Following a thorough two-year investigation, the Korean National Police Agency (KNPA) uncovered evidence of a cyberattack perpetrated by North Korean hackers targeting Seoul National University Hospital. The breach occurred between May and June 2021, resulting in the exposure of data belonging to 831,000 individuals. The compromised information consists of confidential medical records as well as personal data belonging to visitors and employees of the hospital.
Over the past two years, an Israeli cybercriminal group has executed over 350 BEC campaigns, specifically targeting major MNCs worldwide, revealed Abnormal Security. This group distinguishes itself through the utilization of various techniques, such as email display name spoofing and the creation of multiple fictitious personas within email chains. Notably, their attempts to extort abnormally large sums of money from organizations also set them apart from other cybercriminals.
As a consequence of the recent ransomware attack on Micro-Star International (MSI), it is alleged that the Intel Boot Guard OEM private keys were compromised. This event has raised concerns since PCs equipped with Intel chips and Boot Guard protection rely on these keys to ensure the authenticity of the firmware. If individuals possess these private Boot Guard keys, they could potentially sign malicious software, bypassing the defenses on MSI systems.
ABB, a multinational company specializing in electrification and automation technology, fell victim to a significant cyberattack by the Black Basta ransomware group. This attack affected ABB's business operations, particularly its Windows Active Directory, impacting numerous devices. To contain the spread of the ransomware, ABB promptly terminated VPN connections with its customers.

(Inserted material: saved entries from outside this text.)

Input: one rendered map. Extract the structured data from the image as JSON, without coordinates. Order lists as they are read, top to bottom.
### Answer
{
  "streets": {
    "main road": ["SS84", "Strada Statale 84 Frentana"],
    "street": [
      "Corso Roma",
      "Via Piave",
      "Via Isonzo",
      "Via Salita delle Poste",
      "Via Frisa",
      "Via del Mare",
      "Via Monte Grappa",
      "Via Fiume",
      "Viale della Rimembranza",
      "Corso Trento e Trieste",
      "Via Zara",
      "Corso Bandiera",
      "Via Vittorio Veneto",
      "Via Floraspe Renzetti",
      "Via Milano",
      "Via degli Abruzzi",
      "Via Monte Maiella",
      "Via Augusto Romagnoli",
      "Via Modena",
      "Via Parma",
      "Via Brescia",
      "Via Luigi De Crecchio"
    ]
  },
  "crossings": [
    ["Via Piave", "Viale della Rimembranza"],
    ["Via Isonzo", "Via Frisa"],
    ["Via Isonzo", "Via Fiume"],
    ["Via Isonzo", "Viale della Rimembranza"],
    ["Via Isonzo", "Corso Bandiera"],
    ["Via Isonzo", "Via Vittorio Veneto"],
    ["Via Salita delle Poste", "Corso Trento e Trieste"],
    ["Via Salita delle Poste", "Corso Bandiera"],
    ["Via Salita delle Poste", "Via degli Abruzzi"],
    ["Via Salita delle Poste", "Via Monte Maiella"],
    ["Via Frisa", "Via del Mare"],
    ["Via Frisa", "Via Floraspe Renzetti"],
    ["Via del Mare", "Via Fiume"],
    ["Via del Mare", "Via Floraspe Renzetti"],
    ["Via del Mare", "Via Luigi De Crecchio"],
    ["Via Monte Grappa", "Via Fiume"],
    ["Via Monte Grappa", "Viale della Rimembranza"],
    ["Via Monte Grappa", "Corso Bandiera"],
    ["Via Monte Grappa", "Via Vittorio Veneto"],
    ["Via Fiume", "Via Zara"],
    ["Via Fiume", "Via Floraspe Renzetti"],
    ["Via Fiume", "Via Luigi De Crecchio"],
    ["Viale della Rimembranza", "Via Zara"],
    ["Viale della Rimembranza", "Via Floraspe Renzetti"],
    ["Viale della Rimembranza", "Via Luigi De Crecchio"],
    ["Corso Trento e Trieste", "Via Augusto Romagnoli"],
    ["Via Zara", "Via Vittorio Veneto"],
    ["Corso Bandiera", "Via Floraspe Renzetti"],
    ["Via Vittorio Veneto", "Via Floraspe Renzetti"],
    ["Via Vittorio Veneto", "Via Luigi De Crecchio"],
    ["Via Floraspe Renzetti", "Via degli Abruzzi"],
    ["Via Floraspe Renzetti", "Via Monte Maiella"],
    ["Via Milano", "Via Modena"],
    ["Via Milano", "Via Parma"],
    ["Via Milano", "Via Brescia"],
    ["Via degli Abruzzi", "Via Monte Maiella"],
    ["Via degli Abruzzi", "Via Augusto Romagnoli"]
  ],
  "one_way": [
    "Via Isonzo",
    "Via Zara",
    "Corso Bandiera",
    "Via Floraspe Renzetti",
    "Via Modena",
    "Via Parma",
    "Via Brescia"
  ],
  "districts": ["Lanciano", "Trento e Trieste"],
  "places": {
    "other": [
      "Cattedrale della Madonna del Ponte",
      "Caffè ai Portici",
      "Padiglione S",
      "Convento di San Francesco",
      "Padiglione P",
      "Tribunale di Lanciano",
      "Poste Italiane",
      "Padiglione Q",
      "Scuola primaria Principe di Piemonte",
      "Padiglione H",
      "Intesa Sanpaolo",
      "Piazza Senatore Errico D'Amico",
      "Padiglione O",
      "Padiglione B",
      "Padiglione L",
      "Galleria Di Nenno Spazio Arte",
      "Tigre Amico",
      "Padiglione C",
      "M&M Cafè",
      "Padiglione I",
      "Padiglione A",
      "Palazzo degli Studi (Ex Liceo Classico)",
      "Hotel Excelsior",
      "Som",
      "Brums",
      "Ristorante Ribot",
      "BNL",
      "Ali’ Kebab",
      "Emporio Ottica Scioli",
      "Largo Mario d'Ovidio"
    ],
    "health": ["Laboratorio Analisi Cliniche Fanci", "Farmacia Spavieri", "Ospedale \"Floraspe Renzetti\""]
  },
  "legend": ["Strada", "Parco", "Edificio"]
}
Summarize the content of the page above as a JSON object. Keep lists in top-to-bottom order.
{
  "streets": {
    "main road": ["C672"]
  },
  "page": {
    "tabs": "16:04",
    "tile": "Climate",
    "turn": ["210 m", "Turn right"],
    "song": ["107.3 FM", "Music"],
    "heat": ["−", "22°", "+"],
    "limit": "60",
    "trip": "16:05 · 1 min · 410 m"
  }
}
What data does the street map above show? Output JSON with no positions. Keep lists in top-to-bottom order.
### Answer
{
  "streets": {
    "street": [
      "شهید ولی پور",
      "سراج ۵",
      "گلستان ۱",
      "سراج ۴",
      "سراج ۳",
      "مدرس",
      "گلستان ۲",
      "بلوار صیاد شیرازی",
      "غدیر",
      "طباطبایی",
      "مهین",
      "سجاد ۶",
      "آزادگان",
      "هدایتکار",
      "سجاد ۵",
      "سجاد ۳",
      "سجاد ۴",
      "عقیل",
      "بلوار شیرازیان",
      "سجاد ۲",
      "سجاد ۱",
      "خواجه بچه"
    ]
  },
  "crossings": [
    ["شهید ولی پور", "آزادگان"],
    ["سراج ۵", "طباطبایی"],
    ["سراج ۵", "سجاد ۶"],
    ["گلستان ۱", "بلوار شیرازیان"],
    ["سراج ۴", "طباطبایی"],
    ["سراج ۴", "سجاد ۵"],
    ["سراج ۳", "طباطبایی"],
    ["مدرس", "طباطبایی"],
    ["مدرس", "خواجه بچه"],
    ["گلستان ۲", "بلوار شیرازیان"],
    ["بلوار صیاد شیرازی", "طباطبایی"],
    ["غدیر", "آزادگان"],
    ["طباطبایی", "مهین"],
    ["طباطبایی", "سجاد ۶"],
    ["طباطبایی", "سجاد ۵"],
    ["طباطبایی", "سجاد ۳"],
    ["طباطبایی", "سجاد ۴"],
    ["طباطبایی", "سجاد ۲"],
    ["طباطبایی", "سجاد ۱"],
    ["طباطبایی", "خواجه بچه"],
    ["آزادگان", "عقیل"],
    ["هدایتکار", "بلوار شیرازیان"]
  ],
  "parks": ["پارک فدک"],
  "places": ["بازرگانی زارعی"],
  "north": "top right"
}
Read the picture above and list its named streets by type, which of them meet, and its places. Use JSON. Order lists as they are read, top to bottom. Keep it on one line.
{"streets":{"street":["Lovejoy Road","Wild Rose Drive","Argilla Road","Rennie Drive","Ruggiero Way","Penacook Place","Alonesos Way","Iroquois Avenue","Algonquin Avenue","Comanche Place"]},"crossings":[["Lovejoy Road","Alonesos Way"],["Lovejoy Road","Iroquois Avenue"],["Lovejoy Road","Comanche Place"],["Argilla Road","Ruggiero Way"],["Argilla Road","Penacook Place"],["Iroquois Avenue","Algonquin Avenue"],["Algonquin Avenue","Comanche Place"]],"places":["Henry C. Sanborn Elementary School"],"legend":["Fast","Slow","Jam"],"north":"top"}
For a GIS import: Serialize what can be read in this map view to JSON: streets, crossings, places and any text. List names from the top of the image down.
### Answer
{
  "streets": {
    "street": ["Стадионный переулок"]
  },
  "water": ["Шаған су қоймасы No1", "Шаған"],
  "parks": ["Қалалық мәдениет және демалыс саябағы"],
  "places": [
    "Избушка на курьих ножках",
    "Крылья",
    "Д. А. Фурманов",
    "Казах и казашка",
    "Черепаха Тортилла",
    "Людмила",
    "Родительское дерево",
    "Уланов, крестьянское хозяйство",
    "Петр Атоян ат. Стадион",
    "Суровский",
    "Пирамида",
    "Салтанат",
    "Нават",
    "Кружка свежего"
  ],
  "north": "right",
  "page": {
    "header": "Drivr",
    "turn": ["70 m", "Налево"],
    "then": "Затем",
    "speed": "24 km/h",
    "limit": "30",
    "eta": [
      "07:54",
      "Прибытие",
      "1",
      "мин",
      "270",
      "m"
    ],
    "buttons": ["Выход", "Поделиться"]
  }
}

This week saw the discovery of multiple new malware threats. This included two ransomware groups, namely Akira and Cactus. While Akira targets enterprise networks to extract up to millions of dollars in ransomware, Cactus is noteworthy for its unique self-encryption features that enable it to avoid detection by security solutions. Meanwhile, the Papercut vulnerability saga continues to threaten vulnerable servers with the release of a brand new exploit and the discovery of two Iranian state-backed threat actors abusing the flaw.